If your Intranet bandwidth (speed at which digital data travels from one physical place to another) is slow, each requested image file may "load" onto the end-user's computer very slowly. That slowness is more likely to be frustrating for your end-users, the students. Why not just turn the page of the hard-bound or paper-back book instead?  However, the answer to that is to re-print the book pages on paper, "bind" the reprinted pages in some way, and distribute the paper copies to the students.  This reprinting process is being done out of mini-vans which travel from village to village in developing countries.

With "optical character recognition software", you can input the scanned image files into the OCR software and have the OCR software output text-and-graphics files in one of several popular kinds of word-processing file formats.  However, the word-processing files will need proof-reading, some editing, and possibly some page-reformatting to make everything on a page look "almost as neat and readable" as were the pages of the source print-on-paper book.
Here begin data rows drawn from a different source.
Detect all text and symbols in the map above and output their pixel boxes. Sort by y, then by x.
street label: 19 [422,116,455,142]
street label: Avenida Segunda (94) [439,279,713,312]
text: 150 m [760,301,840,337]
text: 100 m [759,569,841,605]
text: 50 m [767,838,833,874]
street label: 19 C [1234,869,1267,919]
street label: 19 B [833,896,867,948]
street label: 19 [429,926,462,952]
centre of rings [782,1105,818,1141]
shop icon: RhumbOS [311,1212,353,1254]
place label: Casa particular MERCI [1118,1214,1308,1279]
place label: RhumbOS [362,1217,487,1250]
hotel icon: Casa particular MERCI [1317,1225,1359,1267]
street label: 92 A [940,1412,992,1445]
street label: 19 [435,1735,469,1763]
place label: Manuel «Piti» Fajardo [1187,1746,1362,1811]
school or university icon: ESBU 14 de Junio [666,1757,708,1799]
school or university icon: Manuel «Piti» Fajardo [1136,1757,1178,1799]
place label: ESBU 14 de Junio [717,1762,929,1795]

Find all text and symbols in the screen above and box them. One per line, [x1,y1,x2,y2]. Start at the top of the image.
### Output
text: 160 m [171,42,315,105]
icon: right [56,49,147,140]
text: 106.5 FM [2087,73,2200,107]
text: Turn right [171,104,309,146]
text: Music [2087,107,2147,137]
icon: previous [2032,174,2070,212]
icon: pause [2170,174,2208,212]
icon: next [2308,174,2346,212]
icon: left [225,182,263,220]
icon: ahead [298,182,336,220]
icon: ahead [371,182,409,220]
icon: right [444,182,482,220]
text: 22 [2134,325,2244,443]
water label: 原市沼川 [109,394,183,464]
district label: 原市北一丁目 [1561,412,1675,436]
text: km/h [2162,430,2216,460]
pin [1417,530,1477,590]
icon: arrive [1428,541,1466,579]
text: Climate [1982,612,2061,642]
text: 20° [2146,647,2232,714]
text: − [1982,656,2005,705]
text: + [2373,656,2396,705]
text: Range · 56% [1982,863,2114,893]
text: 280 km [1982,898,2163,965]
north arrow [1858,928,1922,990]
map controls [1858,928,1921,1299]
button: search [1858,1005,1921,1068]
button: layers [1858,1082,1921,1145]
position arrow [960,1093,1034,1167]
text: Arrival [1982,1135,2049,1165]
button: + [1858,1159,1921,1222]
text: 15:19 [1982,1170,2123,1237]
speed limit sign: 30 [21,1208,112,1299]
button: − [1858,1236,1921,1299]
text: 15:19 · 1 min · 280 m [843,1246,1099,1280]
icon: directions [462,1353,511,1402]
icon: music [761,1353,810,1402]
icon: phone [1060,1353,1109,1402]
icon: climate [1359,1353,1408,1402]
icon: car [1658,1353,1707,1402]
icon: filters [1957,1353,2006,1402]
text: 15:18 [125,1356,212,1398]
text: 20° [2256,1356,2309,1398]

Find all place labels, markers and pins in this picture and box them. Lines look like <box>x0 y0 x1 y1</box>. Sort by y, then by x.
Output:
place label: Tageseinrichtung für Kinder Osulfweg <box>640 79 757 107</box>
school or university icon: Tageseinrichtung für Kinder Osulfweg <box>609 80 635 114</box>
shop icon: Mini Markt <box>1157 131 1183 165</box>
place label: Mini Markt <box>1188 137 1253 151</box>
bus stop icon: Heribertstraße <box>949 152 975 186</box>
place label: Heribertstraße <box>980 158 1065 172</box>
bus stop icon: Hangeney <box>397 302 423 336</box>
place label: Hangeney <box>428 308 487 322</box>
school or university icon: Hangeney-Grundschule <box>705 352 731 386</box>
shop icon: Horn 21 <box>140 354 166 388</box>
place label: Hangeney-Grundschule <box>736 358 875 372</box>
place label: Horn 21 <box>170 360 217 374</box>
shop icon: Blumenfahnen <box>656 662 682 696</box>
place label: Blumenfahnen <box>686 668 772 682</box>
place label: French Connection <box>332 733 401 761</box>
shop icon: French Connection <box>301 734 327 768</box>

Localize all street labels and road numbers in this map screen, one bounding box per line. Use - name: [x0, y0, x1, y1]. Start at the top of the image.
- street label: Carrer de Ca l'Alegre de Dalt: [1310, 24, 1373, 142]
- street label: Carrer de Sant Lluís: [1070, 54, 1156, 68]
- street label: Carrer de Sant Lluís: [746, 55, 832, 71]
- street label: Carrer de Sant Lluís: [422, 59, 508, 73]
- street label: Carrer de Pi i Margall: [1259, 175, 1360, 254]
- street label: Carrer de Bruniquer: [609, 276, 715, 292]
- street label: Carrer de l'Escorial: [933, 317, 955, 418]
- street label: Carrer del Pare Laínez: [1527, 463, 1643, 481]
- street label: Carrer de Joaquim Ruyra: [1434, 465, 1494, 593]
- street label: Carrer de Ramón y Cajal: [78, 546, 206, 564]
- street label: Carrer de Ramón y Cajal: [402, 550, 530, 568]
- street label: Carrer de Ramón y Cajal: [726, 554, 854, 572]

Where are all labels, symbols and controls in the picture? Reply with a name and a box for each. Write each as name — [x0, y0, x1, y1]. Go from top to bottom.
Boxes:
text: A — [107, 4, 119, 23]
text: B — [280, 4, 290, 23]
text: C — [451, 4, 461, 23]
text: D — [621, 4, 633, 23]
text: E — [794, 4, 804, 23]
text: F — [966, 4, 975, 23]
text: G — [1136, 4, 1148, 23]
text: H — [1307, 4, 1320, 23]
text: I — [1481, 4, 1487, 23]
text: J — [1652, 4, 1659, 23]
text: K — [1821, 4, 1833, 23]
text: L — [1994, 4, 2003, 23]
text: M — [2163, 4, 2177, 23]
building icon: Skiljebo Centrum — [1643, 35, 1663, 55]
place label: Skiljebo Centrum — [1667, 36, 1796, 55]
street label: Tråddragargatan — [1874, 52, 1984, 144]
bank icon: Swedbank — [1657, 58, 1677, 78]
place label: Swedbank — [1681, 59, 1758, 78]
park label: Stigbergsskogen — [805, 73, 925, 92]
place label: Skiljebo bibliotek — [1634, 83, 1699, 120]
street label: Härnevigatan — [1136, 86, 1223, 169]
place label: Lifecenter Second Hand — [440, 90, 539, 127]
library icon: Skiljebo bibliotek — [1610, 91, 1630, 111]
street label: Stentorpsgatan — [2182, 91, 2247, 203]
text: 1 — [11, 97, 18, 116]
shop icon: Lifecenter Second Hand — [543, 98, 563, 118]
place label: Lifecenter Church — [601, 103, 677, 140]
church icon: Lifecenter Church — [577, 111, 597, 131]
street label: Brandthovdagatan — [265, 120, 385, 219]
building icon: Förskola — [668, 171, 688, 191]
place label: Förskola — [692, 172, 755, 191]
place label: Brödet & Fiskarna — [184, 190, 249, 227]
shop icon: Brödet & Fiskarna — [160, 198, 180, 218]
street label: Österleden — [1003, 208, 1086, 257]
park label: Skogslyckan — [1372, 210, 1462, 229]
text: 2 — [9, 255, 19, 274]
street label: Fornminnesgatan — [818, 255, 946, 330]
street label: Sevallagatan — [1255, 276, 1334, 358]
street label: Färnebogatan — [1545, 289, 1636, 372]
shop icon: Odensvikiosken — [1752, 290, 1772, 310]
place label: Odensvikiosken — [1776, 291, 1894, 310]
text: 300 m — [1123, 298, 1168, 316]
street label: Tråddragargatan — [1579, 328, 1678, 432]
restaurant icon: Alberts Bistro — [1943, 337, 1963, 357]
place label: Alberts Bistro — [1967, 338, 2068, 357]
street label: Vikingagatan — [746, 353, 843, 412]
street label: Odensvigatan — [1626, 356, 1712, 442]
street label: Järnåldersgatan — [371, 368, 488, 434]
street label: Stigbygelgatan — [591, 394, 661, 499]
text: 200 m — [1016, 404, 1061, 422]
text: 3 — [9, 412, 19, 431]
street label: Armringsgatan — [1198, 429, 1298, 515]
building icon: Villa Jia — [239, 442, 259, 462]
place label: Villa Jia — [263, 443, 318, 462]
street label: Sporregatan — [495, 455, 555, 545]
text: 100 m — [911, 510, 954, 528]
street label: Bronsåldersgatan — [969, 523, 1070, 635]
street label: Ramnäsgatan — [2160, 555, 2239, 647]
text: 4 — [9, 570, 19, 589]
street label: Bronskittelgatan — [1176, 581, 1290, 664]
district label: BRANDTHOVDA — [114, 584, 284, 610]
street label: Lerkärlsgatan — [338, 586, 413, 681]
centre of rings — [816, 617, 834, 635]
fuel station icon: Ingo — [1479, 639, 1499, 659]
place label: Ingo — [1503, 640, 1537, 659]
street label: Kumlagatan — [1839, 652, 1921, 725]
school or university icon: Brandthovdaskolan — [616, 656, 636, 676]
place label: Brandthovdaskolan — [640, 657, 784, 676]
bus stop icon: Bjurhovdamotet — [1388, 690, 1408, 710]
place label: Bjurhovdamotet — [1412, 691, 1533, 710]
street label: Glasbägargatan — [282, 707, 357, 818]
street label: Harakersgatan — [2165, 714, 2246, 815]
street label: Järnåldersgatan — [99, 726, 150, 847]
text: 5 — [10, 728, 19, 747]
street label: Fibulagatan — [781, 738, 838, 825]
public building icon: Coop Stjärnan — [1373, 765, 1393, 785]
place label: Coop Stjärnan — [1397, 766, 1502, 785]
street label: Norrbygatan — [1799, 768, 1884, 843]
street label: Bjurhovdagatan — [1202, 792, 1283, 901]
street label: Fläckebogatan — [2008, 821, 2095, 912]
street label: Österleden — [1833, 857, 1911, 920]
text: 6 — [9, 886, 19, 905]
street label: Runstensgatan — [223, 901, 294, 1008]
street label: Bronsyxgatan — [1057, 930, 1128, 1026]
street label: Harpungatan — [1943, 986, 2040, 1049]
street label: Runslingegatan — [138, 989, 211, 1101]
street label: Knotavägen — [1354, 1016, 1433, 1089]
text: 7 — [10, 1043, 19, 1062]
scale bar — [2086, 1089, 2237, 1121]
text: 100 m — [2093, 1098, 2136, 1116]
Way

Simplest Way 1?:turn each page of the book and scan the open pages one-by-one.

  1. Buy a new or used black-and-white or preferably color desktop flat-bed scanner.  The scanner will come with scanning software.  You must connect the scanner to a computer (desktop or laptop) and install the scanning software.
  2. Open the book to a page, place the opened-book on the scanner, in the scanning software click on the command which causes the scanner to scan the page (or the opened two pages) of the open book.
  3. Turn the page and do the same thing again from the front cover to the back cover of the book, copying every page of the book.
  4. If you set the automatic file "page numbering" feature of your scanning software correctly, you should now have digital image files with file names having the same page numbers as the book pages.  E.g. MyBook-Chapter01-Page030.tiff.

Faster Way 1?:Sacrifice the book and use an automatic document feeder attached to a scanner.

  1. Very neatly cut the binding and cover off of the book.  All the pages of the book should now be loose, individual pages with at least three sides of a page very "square" (corners are at right angles and the edges of the pages perfectly straight).
  2. Attach automatic document feeder to your scanner, unless you found a scanner that already has one.
  3. Place, say, 10 or 20 pages of the book into the document feeder, click-on the "scan" button of your scanning software, let the scanner scan all 10-20 pages -- on one side only -- in a very few minutes.
  4. Flip the 10-20 pages over, place them into the document feeder, reset the page-numbering in the scanner software, click-on the "scan button of your scanning software, let the scanner scan all 10-20 pages -- on the opposite sides of each page.
  5. Repeat steps 2-4 for the next "batch" of single pages from the book (e.g. for the next 10-20 pages) until all book pages are scanned and all page numbers on the scanned digital files correctly match the paper page numbers of the book's pages.